BRIEF DESCRIPTION OF THE DRAWINGS
[0012] FIG. 1: In vitro recombination of MAGIC vectors mediated by
RecA. The figure shows a schematic for the production of
recombinant DNA through in vitro homologous recombination and
single-strand annealing.
[0013] FIG. 2: The dependency on RecA can be overcome by increased
DNA concentrations. One .mu.g of linear vector pML385 and 1 .mu.g
of 40 bp homology Skp1 insert fragment are treated with 0.5 U of T4
DNA polymerase for 1 hour. The vector and inserts are then diluted
and annealed with and without RecA in a 1:1 molar ratio at
different concentrations.
[0014] FIG. 3: Incomplete PCR (iPCR) and mixed PCR can be used to
prepare inserts for SLIC cloning without nuclease treatment. The
figure shows a schematic illustrating the production of mixed PCR
products. Two PCR reactions are prepared using primer pairs P1F-P1R
and P2F-P2R. Primers P1F and P2R are longer than P1R and P2F and
produce 5' and 3' overhangs respectively. The two PCR products are
mixed and heated to 95.degree. C. for 5 minutes to denature, and
then cooled slowly to room temperature to reannealed.

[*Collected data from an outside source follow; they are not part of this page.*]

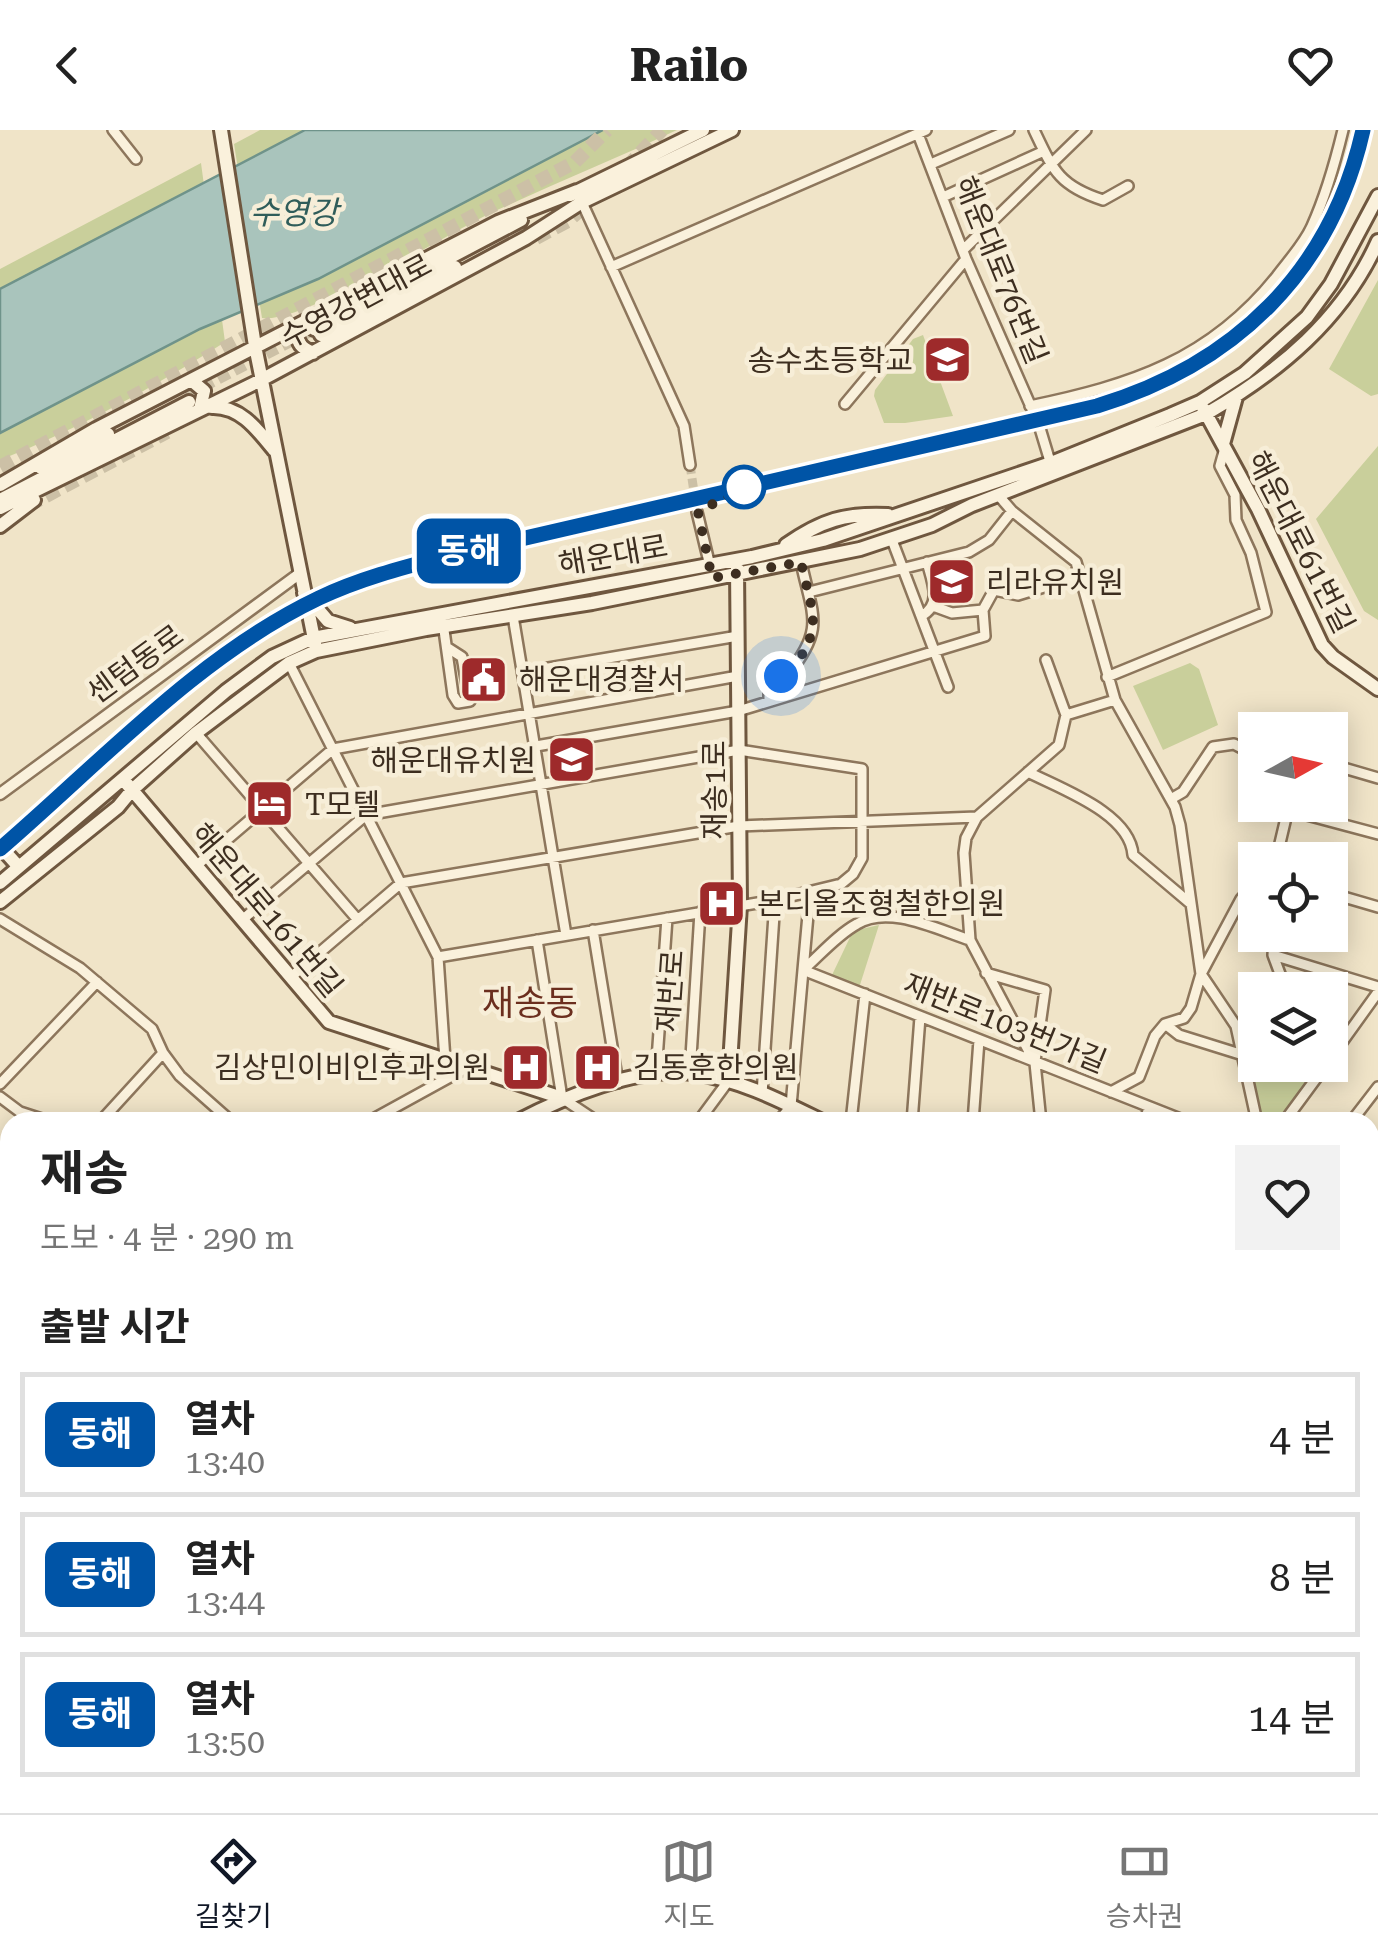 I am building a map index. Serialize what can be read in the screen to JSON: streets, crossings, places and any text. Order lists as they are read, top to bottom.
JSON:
{
  "streets": {
    "main road": [
      "수영강변대로",
      "해운대로61번길",
      "해운대로",
      "재송1로",
      "해운대로161번길",
      "재반로"
    ],
    "street": ["해운대로76번길", "센텀동로", "재반로103번가길"]
  },
  "crossings": [
    ["해운대로76번길", "해운대로"],
    ["해운대로61번길", "해운대로"],
    ["해운대로", "재송1로"],
    ["해운대로", "해운대로161번길"],
    ["재송1로", "재반로"],
    ["해운대로161번길", "재반로"]
  ],
  "districts": ["재송동"],
  "water": ["수영강"],
  "places": {
    "school or university": ["송수초등학교", "리라유치원", "해운대유치원"],
    "public building": ["해운대경찰서"],
    "hotel": ["T모텔"],
    "hospital": ["본디올조형철한의원", "김상민이비인후과의원", "김동훈한의원"]
  },
  "north": "right",
  "page": {
    "header": "Railo",
    "on_map": "동해",
    "heading": [
      ["재송", "도보 · 4 분 · 290 m"],
      "출발 시간"
    ],
    "list": [
      {
        "mark": "동해",
        "name": "열차",
        "note": "13:40",
        "value": "4 분"
      },
      {
        "mark": "동해",
        "name": "열차",
        "note": "13:44",
        "value": "8 분"
      },
      {
        "mark": "동해",
        "name": "열차",
        "note": "13:50",
        "value": "14 분"
      }
    ],
    "tabs": ["길찾기", "지도", "승차권"]
  }
}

[0015] FIG. 4: Multi-fragment assembly using SLIC. A) A schematic
is shown illustrating the 3-way SLIC reaction with lacO oligos. B)
A schematic is shown illustrating the 5-way SLIC reaction in which
T4 DNA polymerase-treated linear vector, pML385, and inserts with
different amounts of homology are annealed in equalmolar ratio and
transformed.
DETAILED DESCRIPTION OF THE INVENTION
[0016] Recombinant DNA Methodology
[0017] The present invention is based upon studies demonstrating an
efficient method for cloning that does not require the use of
ligases. The methodology can be applied to the cloning of a single
known DNA sequence or to the transfer of a sequence from one vector
to another. In these cases, PCR primers will be designed based upon
known DNA sequences flanking the target sequence, i.e., the DNA to
be cloned. Alternatively, the methodology can be used to clone
entire libraries using random DNA primers. The procedure is
especially useful in the rapid assembly of numerous DNA fragments
into a specific ordered arrangement within a vector.

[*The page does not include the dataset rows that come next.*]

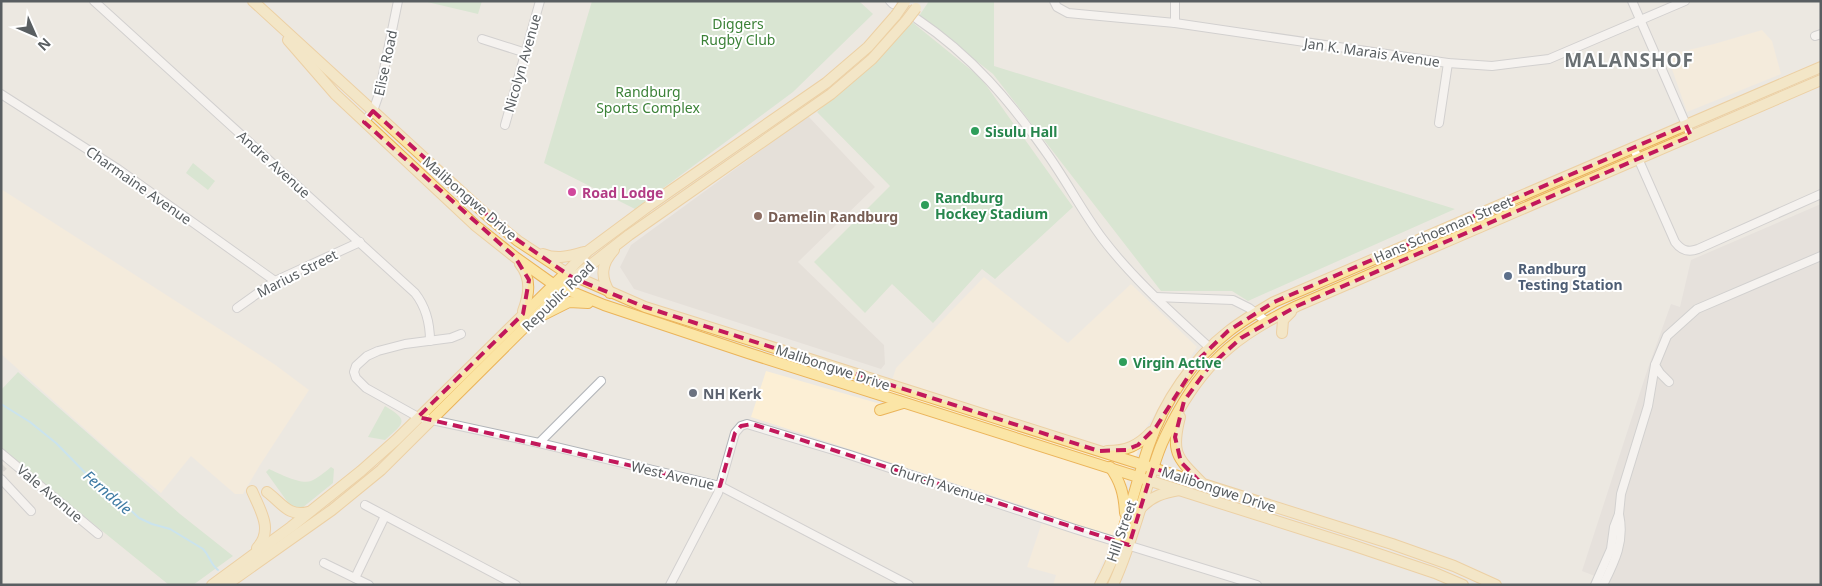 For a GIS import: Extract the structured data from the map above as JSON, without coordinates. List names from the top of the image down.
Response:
{
  "streets": {
    "main road": [
      "Malibongwe Drive",
      "Hans Schoeman Street",
      "Republic Road",
      "Hill Street"
    ],
    "street": [
      "Jan K. Marais Avenue",
      "Elise Road",
      "Nicolyn Avenue",
      "Andre Avenue",
      "Charmaine Avenue",
      "Marius Street",
      "West Avenue",
      "Church Avenue",
      "Vale Avenue"
    ]
  },
  "crossings": [
    ["Elise Road", "Malibongwe Drive"],
    ["Andre Avenue", "Marius Street"],
    ["Charmaine Avenue", "Marius Street"],
    ["Malibongwe Drive", "Hans Schoeman Street"],
    ["Malibongwe Drive", "Republic Road"],
    ["Malibongwe Drive", "Hill Street"],
    ["Hans Schoeman Street", "Hill Street"],
    ["Republic Road", "West Avenue"],
    ["West Avenue", "Church Avenue"],
    ["Church Avenue", "Hill Street"]
  ],
  "districts": ["MALANSHOF"],
  "water": ["Ferndale"],
  "parks": ["Diggers Rugby Club", "Randburg Sports Complex"],
  "places": [
    "Sisulu Hall",
    "Road Lodge",
    "Randburg Hockey Stadium",
    "Damelin Randburg",
    "Randburg Testing Station",
    "Virgin Active",
    "NH Kerk"
  ],
  "north": "bottom right"
}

[0018] In carrying out the present methods, nuclease digestion may
be used to expose single stranded complementary or substantially
complementary sequences on or near the ends of nucleic acid
molecules and vectors. The complementary or substantially
complementary ends thus revealed are capable of being annealed.
Complementary nucleotides are A and T (or A and U), or C and G. Two
single stranded RNA or DNA molecules are said to be substantially
complementary when the nucleotides of one strand, optimally aligned
and compared and with appropriate nucleotide insertions or
deletions, pair with at least about 80% of the nucleotides of the
other strand, and preferably 90%, 95%, or 100%. "Completely" or
"exactly" complementary sequences have no mismatches at all, i.e.,
all A's on one strand are aligned with T's on the other, all G's
with C's etc.
[0019] "Hybridization" refers to the process in which two
single-stranded polynucleotides bind non-covalently to form a
stable double-stranded polynucleotide. "Hybridization conditions"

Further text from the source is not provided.